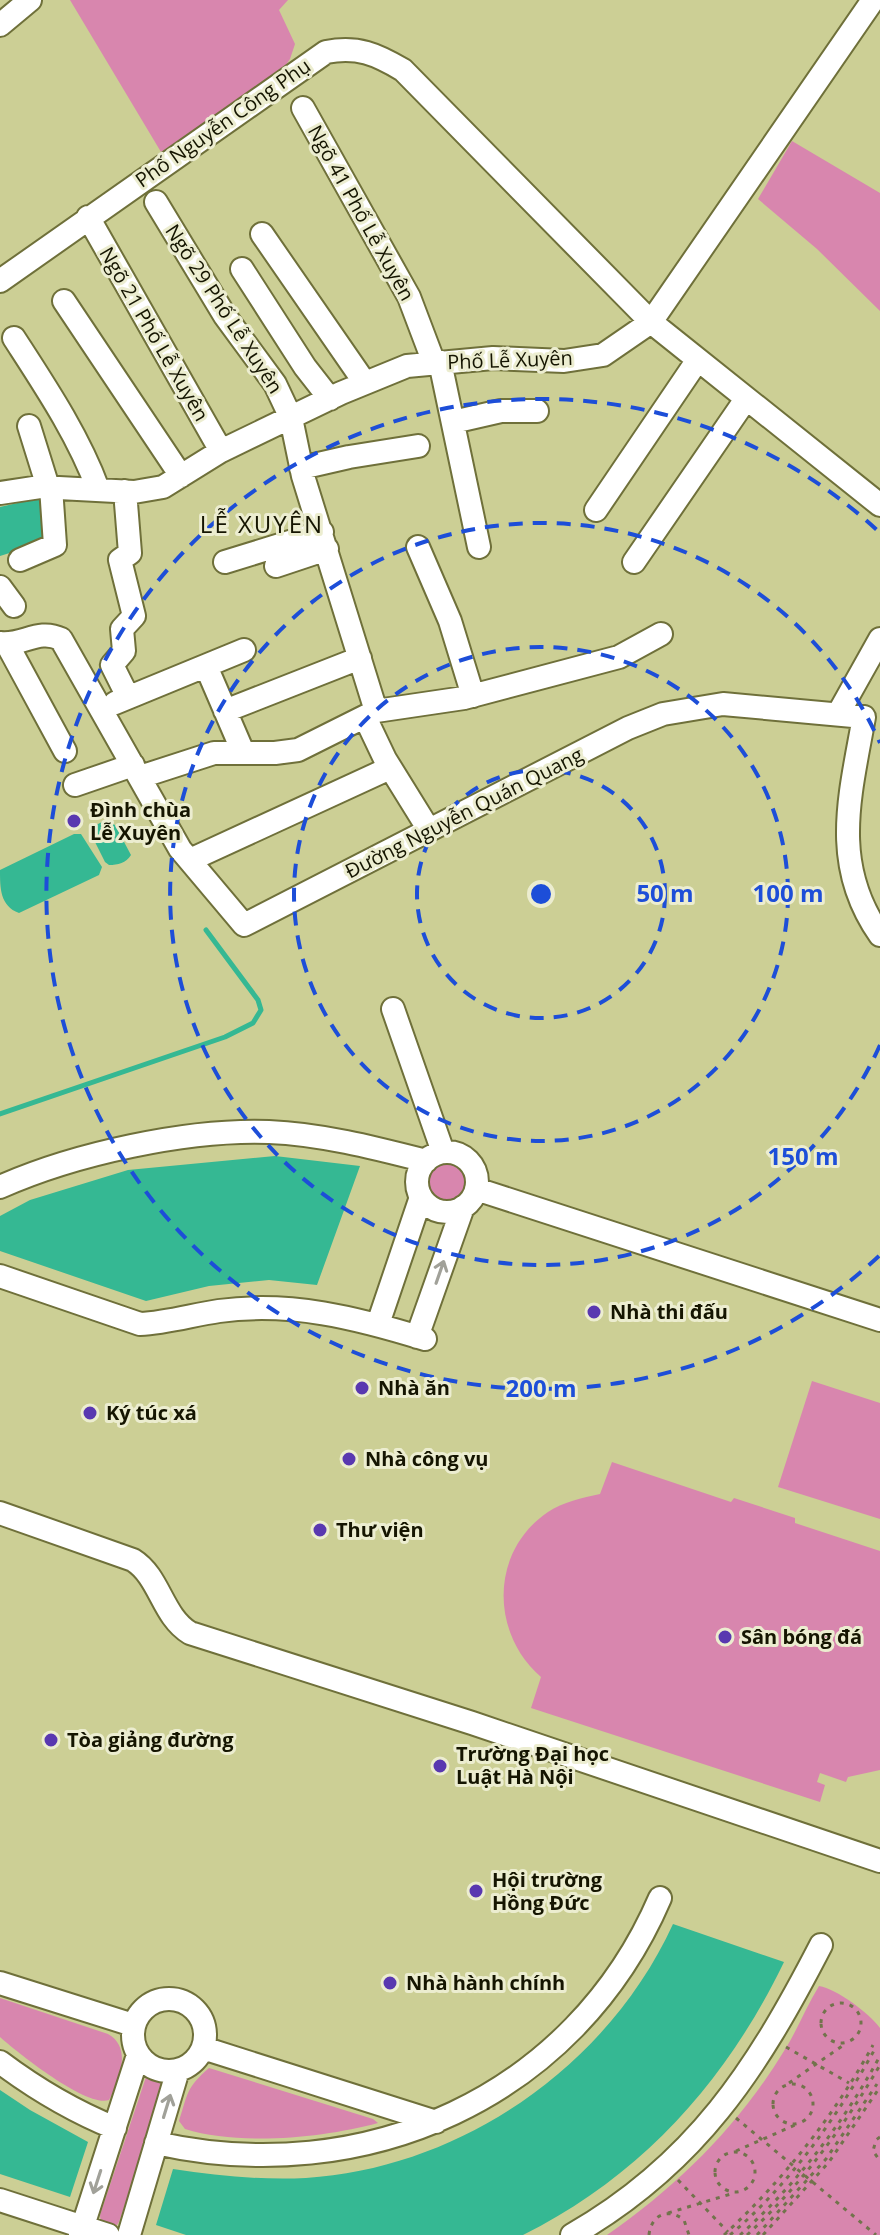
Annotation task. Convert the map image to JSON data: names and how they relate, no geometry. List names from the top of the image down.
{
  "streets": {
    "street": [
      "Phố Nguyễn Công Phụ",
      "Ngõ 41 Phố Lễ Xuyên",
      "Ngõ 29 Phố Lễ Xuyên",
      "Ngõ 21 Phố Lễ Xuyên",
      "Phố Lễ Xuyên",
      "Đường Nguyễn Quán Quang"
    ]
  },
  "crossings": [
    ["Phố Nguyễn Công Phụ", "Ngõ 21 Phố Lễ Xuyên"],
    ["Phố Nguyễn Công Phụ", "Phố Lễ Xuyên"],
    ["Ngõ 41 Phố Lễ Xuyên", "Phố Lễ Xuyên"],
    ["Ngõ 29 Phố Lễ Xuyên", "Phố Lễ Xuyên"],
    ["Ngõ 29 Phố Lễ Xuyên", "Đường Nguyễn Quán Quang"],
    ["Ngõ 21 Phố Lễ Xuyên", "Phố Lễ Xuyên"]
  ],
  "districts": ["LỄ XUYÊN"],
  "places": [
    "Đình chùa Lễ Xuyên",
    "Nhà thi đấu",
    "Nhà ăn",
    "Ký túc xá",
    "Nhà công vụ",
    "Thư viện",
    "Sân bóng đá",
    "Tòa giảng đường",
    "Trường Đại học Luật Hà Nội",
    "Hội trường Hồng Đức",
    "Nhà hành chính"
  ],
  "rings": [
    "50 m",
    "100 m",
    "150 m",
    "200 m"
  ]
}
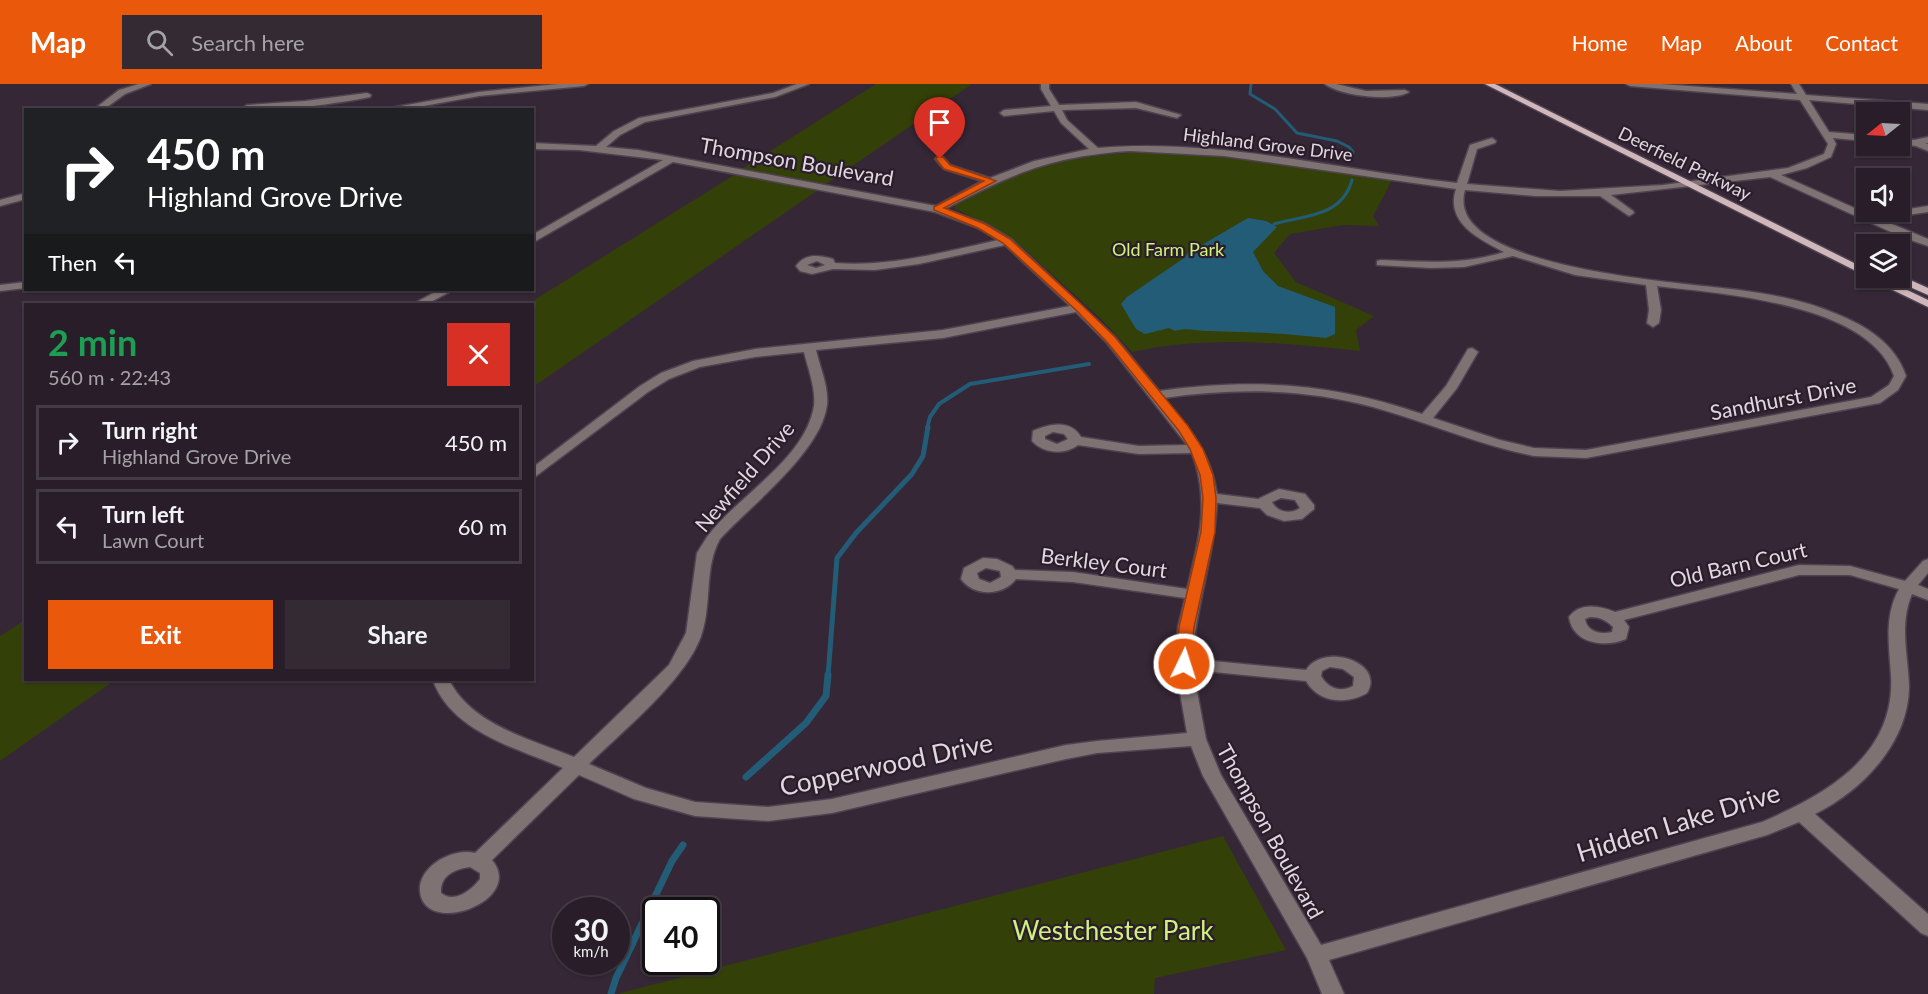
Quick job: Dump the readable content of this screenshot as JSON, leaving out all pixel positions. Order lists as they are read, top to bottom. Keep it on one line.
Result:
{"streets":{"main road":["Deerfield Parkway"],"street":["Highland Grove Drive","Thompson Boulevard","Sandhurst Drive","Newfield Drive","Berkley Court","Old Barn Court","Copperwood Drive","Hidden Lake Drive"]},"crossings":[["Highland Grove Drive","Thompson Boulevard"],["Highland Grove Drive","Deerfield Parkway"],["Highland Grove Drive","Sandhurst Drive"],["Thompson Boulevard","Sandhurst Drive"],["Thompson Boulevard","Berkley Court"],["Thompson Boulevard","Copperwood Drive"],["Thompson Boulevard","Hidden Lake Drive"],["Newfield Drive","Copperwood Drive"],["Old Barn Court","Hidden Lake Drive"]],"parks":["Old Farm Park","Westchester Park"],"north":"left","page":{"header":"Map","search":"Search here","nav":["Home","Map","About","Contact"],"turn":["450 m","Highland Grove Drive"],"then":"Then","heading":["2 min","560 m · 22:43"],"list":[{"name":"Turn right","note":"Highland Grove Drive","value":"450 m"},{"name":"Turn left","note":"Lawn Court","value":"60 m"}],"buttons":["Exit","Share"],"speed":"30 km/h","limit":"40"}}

# # # #

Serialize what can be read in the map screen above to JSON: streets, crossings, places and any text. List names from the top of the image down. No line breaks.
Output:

# # # #

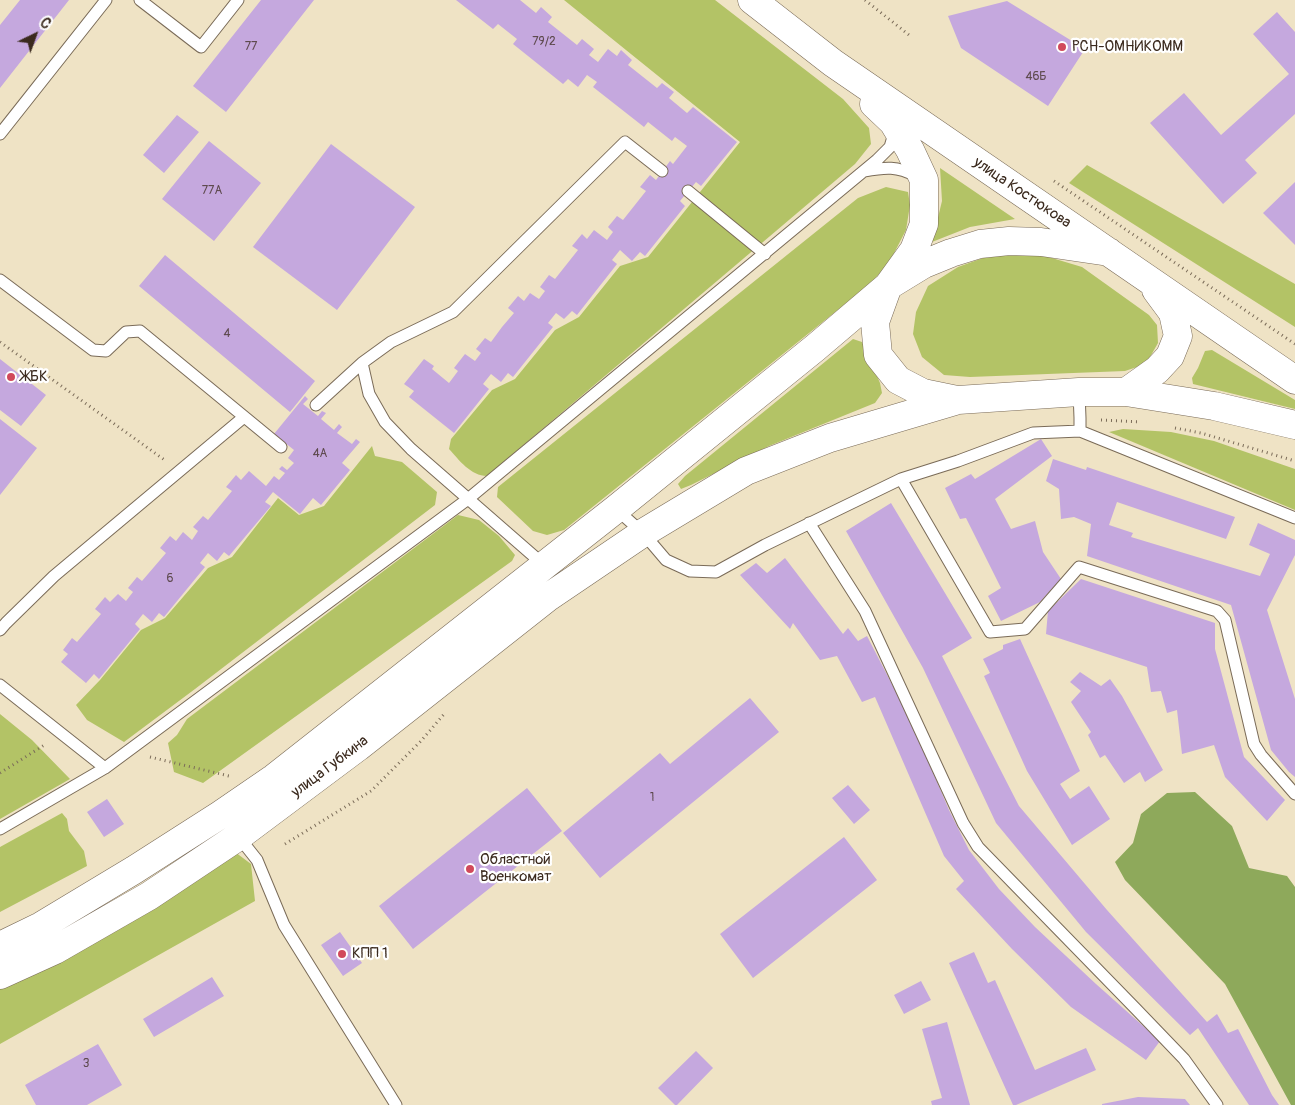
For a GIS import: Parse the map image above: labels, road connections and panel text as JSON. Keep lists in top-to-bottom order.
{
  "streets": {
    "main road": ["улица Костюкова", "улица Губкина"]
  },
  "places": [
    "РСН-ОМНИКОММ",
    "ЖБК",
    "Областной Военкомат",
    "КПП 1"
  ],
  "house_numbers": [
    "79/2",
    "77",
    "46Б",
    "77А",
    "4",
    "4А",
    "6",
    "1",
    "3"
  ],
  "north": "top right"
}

# # # #

EXERCISE DIRECTIONS: Each line holding the word "read" must be copied from the data.

OUTPUT OF THE EXERCISE:
Quick job: Dump the readable content of this screenshot as JSON, leaving out all pixel positions. Order lists as they are read, top to bottom. Keep it on one line.
Serialize what can be read in the map screen above to JSON: streets, crossings, places and any text. List names from the top of the image down. No line breaks.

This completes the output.